## YOUR INSTRUCTIONS
Find all lines in the records that include the word "shadow", and copy them out.

## DATA EXTRACT
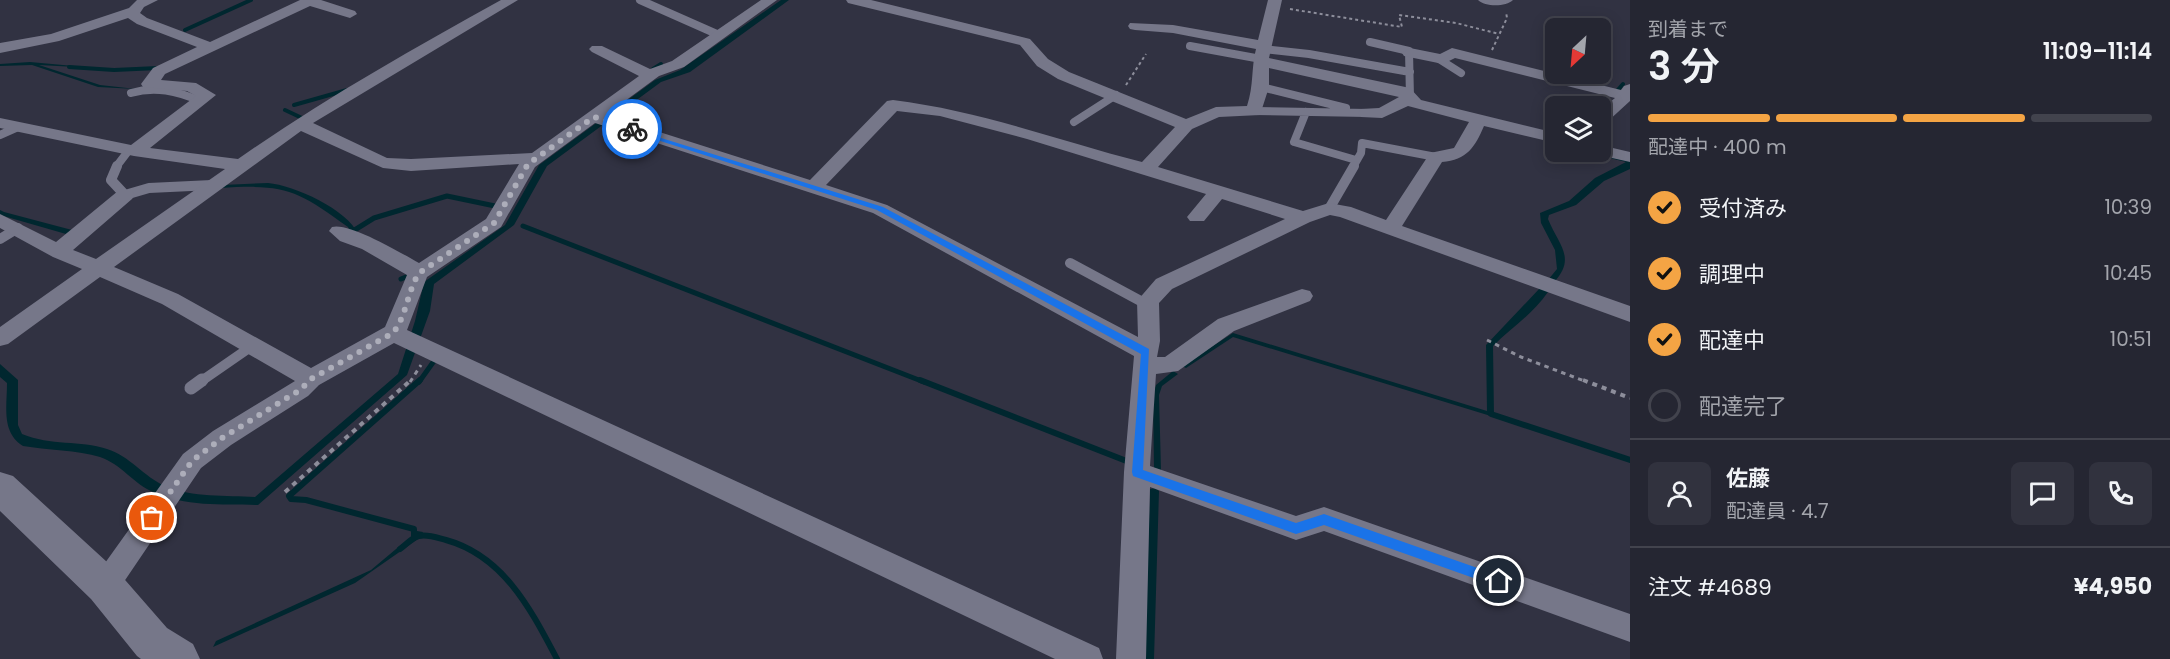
<!DOCTYPE html>
<html lang="ja">
<meta charset="utf-8">
<style>
:root{--surface:#252632;--page:#31323e;--text:#f1f3f6;--muted:#a3a5ac;--line:#42434d;--accent:#f4a444}
body{margin:0;font-family:Poppins,"Noto Sans JP",sans-serif;background:var(--page);color:var(--text);height:100vh;display:flex;flex-direction:column;font-size:22px;white-space:nowrap}
*{box-sizing:border-box;margin:0}
p{font-size:20px;color:var(--muted)}
.icon{flex:none;width:33px;height:33px;fill:none;stroke:currentColor;stroke-width:2;stroke-linecap:round;stroke-linejoin:round}
.map{position:relative;flex:1;overflow:hidden}
.side{display:flex;flex-direction:column;background:var(--surface);width:540px}
.side>*{flex:none}
.needle{width:39px;rotate:206deg}
.buttons{position:absolute;left:1545px;top:18px;display:grid;gap:12px}
.buttons a{display:grid;place-items:center;width:66px;height:66px;border-radius:9px;background:var(--surface);box-shadow:0 3px 15px #0003,0 0 0 2px var(--line);font-size:30px}
.pin{position:absolute;display:grid;place-items:center;width:51px;height:51px;color:#fff;margin:-26px;border:3px solid #fff;border-radius:50%;box-shadow:0 2px 6px #0007}
.courier{position:absolute;display:grid;place-items:center;width:60px;height:60px;margin:-30px;border:4px solid #1a73e8;border-radius:50%;background:#fff;color:#222;box-shadow:0 2px 8px #0007}
.headline em{font-style:normal;font-weight:600}
.headline div{display:flex;flex-direction:column-reverse}
.headline{display:flex;align-items:center;justify-content:space-between;height:102px;padding:0 18px}
h1{font-size:39px;font-weight:600;line-height:45px}
.bar{display:grid;grid-template-columns:repeat(4,1fr);gap:9px 6px;align-content:center;height:72px;padding:0 18px}
.bar i{height:8px;border-radius:4px;background:var(--line)}
.bar .current{background:var(--accent)}
.bar p{grid-column:span 4}
.line{display:flex;align-items:center;gap:15px;padding:0 18px;border-top:2px solid var(--line)}
.line div{flex:1}
.round{display:grid;place-items:center;flex:none;width:63px;height:63px;border-radius:9px;background:var(--page)}
ol{padding:0 18px;list-style:none}
li{display:flex;align-items:center;gap:18px;height:66px}
li p{margin-inline-start:auto}
li .icon{padding:6px;border-radius:50%;background:var(--accent);color:#111;stroke-width:4}
li:last-child{color:var(--muted)}
li i{width:33px;height:33px;border:3px solid var(--line);border-radius:50%}
main{display:flex;flex:1;min-height:0}
.map>svg:first-child{display:block}
.water{fill:#00272f}
.lines{fill:none;stroke-linecap:round;stroke-linejoin:round}
.stream-far2{stroke:#00272f;stroke-width:4}
.stream-far1{stroke:#00272f;stroke-width:5}
.stream{stroke:#00272f;stroke-width:6}
.path-far2{stroke:#8d8e9b;stroke-width:2;stroke-dasharray:3 3;stroke-linecap:butt}
.path-far1{stroke:#8d8e9b;stroke-width:3;stroke-dasharray:4.5 4.5;stroke-linecap:butt}
.path{stroke:#8d8e9b;stroke-width:4;stroke-dasharray:5 5;stroke-linecap:butt}
.lane-far2{stroke:#767789;stroke-width:8}
.lane-far1{stroke:#767789;stroke-width:10}
.lane{stroke:#767789;stroke-width:13}
.street{fill:#767789;fill-rule:evenodd}
.secondary{fill:#767789;fill-rule:evenodd}
.route{fill:#1a73e8}
.done{stroke:#adaeba;stroke-width:6;stroke-dasharray:0 10.8}
</style>
<main>
<div class="map">
<svg width="1630" height="659" viewBox="0 0 1630 659">
<rect width="100%" height="100%" fill="#313242"/>
<path class="water" d="M781,0h8l-99,72 -29,10 -114,84 -33,59 -80,59 -4,27 -23,64 -149,130c-35,-1 -73,2 -105,-13 -19,-8 -32,-28 -53,-35 -22,-7 -54,-7 -77,-11 -22,-14 -16,-39 -16,-63l-7,-6v-13l18,16v45l4,9c29,12 58,6 85,15 23,7 37,28 58,37 28,12 61,9 90,11l143,-123 17,-53 9,-39 81,-57 34,-60 116,-85 25,-10z
M30,62l44,4 2,1 -37,-2 61,20 36,4 -38,-2 -66,-22 -32,1v-2z
M1585,152l45,9v8l-26,12 -28,24 -27,10 -1,4c10,25 29,39 6,63l-6,-2 9,-11 -2,-19 -14,-27 -1,-10 29,-12 26,-23 31,-16z
M268,183c26,2 80,27 90,51h-7l-3,-7c-52,-38 -63,-43 -128,-39l2,-3z
M0,210l4,2 68,18 -6,4 -66,-19z
M1540,288l8,4c-16,23 -36,35 -55,54l1,71 -261,-80 -47,31 -4,-2 51,-33 254,78 -1,-66z
M1173,371l5,3 -16,12 -3,9 2,75 -7,-1 -1,-76 3,-8z
M1155,488l4,3 -5,168h-9l5,-170z
M417,531l6,1 -2,5 -66,46 -142,64 3,-6 155,-71 31,-26h8l-3,-3z"/>
<g class="lines">
<path class="stream-far2" d="M185,30l66,-30
M69,67l45,3 44,-2
M653,69l8,-5
M1617,91l6,-7
M294,105l53,-15
M285,110l17,8"/>
<path class="stream-far1" d="M523,226l401,156
M353,231l21,-13 73,-22 48,10
M401,279l5,-2
M419,382l15,-21"/>
<path class="stream" d="M920,380l209,82
M1491,414l139,46
M414,537v-8l-108,-29 -15,-1 -2,-3 131,-116
M400,549c6,-4 12,-12 19,-13 9,-2 19,2 27,4 58,16 85,70 111,119"/>
<path class="path-far2" d="M1290,9l112,18 -3,-12 57,8 43,11
M1492,50l15,-32 -1,-6
M1126,85l20,-31"/>
<path class="path-far1" d="M1487,340l34,17 66,25
M410,382l11,-17"/>
<path class="path" d="M1583,380l47,18
M285,492l126,-112"/>
<path class="lane-far2" d="M640,0l79,35
M1370,42l39,9 1,47
M1190,46l71,13
M1263,49l46,5 101,18
M1439,59l22,14
M1261,87l85,21
M131,93c24,-7 46,-2 69,8
M1254,111l113,2
M1306,112l-12,30 62,18
M1074,122l42,-27
M0,135l18,-8
M116,167l13,-17
M1353,167l8,-14 1,-10 74,14"/>
<path class="lane-far1" d="M117,166l-6,14 14,15 24,-7 63,-3
M1329,209l25,-43
M0,239l18,-11
M1070,263l78,42
M200,382l52,-36"/>
<path class="lane" d="M191,388l11,-8"/>
<path class="street" d="M137,0h21l-14,7 -4,6 7,5 63,24 90,-42h21l34,11 2,3 -7,4 -40,-12 -145,68 -4,6 35,3 20,12 -66,53 88,11c84,-59 173,-109 263,-159h17l-205,123 74,35 24,1 121,-6 107,-77 -47,-24 -3,-3 3,-3h10l48,23 22,-8 89,-61h16l-93,67 -25,9 -53,39 204,65 77,-79 6,-1c88,11 164,40 249,62l33,-35 -117,-48 -21,-13 -17,-21 -172,-42 -2,-3h25l159,39 18,20 21,13 117,47 30,-12 31,-1c7,-21 4,-38 9,-57l-83,-16 -38,-3 -5,-1 -2,-3 2,-3 43,2 85,15 10,-40h14l-13,58 141,30 11,12 135,33v10l-72,-17c-9,21 -17,34 -42,36l-40,64 228,80v16l-290,-105 -10,-2 -20,7 -138,67 -13,14 1,38 -3,16h8l53,-38 84,-30 8,2 3,5 -3,5 -76,30 -56,40 -22,3 -6,92 146,50 28,-9 306,107v28l-306,-111 -28,9 -146,-53 -4,172h-30l8,-187 10,-116 -261,-143 -278,-90 -60,44 -34,60 -74,50 -20,53 692,318 4,11h-48l-661,-316 -75,42 -11,11 -77,49 -30,23 -86,127 -10,4 -10,-4 -4,-9 4,-9 88,-123 30,-23 82,-50 -133,-77 -62,-27 -92,67 -8,2v-19l82,-58 -29,-12 -53,-29v-14l56,28 62,-51h14l3,4 -3,4 -59,51 23,9 129,-90 -91,-13 -134,-28v-10l131,27 65,-49 -9,-5 -44,-4 -2,-3 12,-16 44,-21 -60,-23 -9,-6 -69,23 -59,12v-10l51,-9 78,-26zM1269,68l130,29 -20,11 -18,1 -3,4 3,4 21,1 26,-12 61,16 -15,26 -24,5 -44,67 -35,-13 -22,-4 -26,8 -145,-44 34,-38 27,-12 41,-2 9,-28zM897,111l43,5 87,23 179,55 -19,23 3,4h14l18,-22 63,20 -129,60 -19,22 1,36 -251,-132 -61,-20zM301,131l82,37 28,3 108,-7 -33,55 -67,44c-18,-10 -70,-41 -87,-36l-3,4 11,10 22,8 45,26 -22,52 -74,41 -133,-74 -64,-27z
M1478,0h35c-7,7 -28,7 -35,0z
M1410,48l30,6 12,-6 169,42 3,-4 6,-2v17l-24,22 -6,1v-14l15,-12 -160,-40 -12,6 -39,-8 -2,-3z
M1600,145l30,7v10l-36,-8 -2,-2h8z"/>
<path class="secondary" d="M0,472l13,4 106,97 48,55 26,16 7,15h-59l-4,-3 -46,-57 -91,-88z"/>
</g>
<path class="route" d="M629,128l254,79 266,142 -6,121 153,53 28,-9 179,63 2,4 -2,4 -4,2 -175,-62 -28,9 -163,-58 -1,-4 9,-118 -264,-144 -248,-79z"/>
<g class="lines">
<path class="done" d="M152,518l40,-57 30,-23 78,-48 11,-11 82,-46c14,-18 14,-41 26,-60l75,-50 34,-59 66,-47 38,12"/>
</g>
</svg>
<div class="buttons">
<a><svg class="needle" viewBox="-14 -14 28 28"><path d="M0-13l5 13h-10z" fill="#e53935"/><path d="M0 13l5-13h-10z" fill="#a3a5ac"/></svg></a>
<a><svg class="icon" aria-label="layers" viewBox="0 0 24 24"><path d="M12 4l9 5-9 5-9-5zM3 14l9 5 9-5"/></svg></a>
</div>
<div class="pin" style="left:152px;top:518px;background:#ea580c"><svg class="icon" aria-label="bag" viewBox="0 0 24 24"><path d="M5 8h14l-1 12H6zM9 8a3 3 0 0 1 6 0"/></svg></div>
<div class="pin" style="left:1499px;top:581px;background:#1f2937"><svg class="icon" aria-label="home" viewBox="0 0 24 24"><path d="M3 11l9-7 9 7M6 9v11h12V9"/></svg></div>
<div class="courier" style="left:632px;top:129px"><svg class="icon" aria-label="bike" viewBox="0 0 24 24"><circle cx="6" cy="16" r="4"/><circle cx="18" cy="16" r="4"/><path d="M6 16l4-8h5l3 8M10 8l3 8H6M13 5h3"/></svg></div>
</div>
<section class="side">
<div class="headline"><div><h1>3 分</h1><p>到着まで</p></div><em>11:09–11:14</em></div>
<div class="bar"><i class="current"></i><i class="current"></i><i class="current"></i><i></i><p>配達中 · 400 m</p></div>
<ol>
<li><svg class="icon" aria-label="check" viewBox="0 0 24 24"><path d="M5 12l5 5 9-10"/></svg>受付済み<p>10:39</p></li>
<li><svg class="icon" aria-label="check" viewBox="0 0 24 24"><path d="M5 12l5 5 9-10"/></svg>調理中<p>10:45</p></li>
<li><svg class="icon" aria-label="check" viewBox="0 0 24 24"><path d="M5 12l5 5 9-10"/></svg>配達中<p>10:51</p></li>
<li><i></i>配達完了</li>
</ol>
<div class="line" style="height:108px"><a class="round"><svg class="icon" aria-label="person" viewBox="0 0 24 24"><circle cx="12" cy="8" r="4"/><path d="M4 21q1-7 8-7t8 7"/></svg></a><div><b>佐藤</b><p>配達員 · 4.7</p></div><a class="round"><svg class="icon" aria-label="chat" viewBox="0 0 24 24"><path d="M4 5h16v11H9l-5 4z"/></svg></a><a class="round"><svg class="icon" aria-label="phone" viewBox="0 0 24 24"><path d="M5 4h4l2 5-3 2q2 4 5 5l2-3 5 2v4C11 20 4 13 5 4z"/></svg></a></div>
<div class="line" style="height:78px"><div>注文 #4689</div><b>¥4,950</b></div>
</section>
</main>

## REPLY TO THE TASK
.buttons a{display:grid;place-items:center;width:66px;height:66px;border-radius:9px;background:var(--surface);box-shadow:0 3px 15px #0003,0 0 0 2px var(--line);font-size:30px}
.pin{position:absolute;display:grid;place-items:center;width:51px;height:51px;color:#fff;margin:-26px;border:3px solid #fff;border-radius:50%;box-shadow:0 2px 6px #0007}
.courier{position:absolute;display:grid;place-items:center;width:60px;height:60px;margin:-30px;border:4px solid #1a73e8;border-radius:50%;background:#fff;color:#222;box-shadow:0 2px 8px #0007}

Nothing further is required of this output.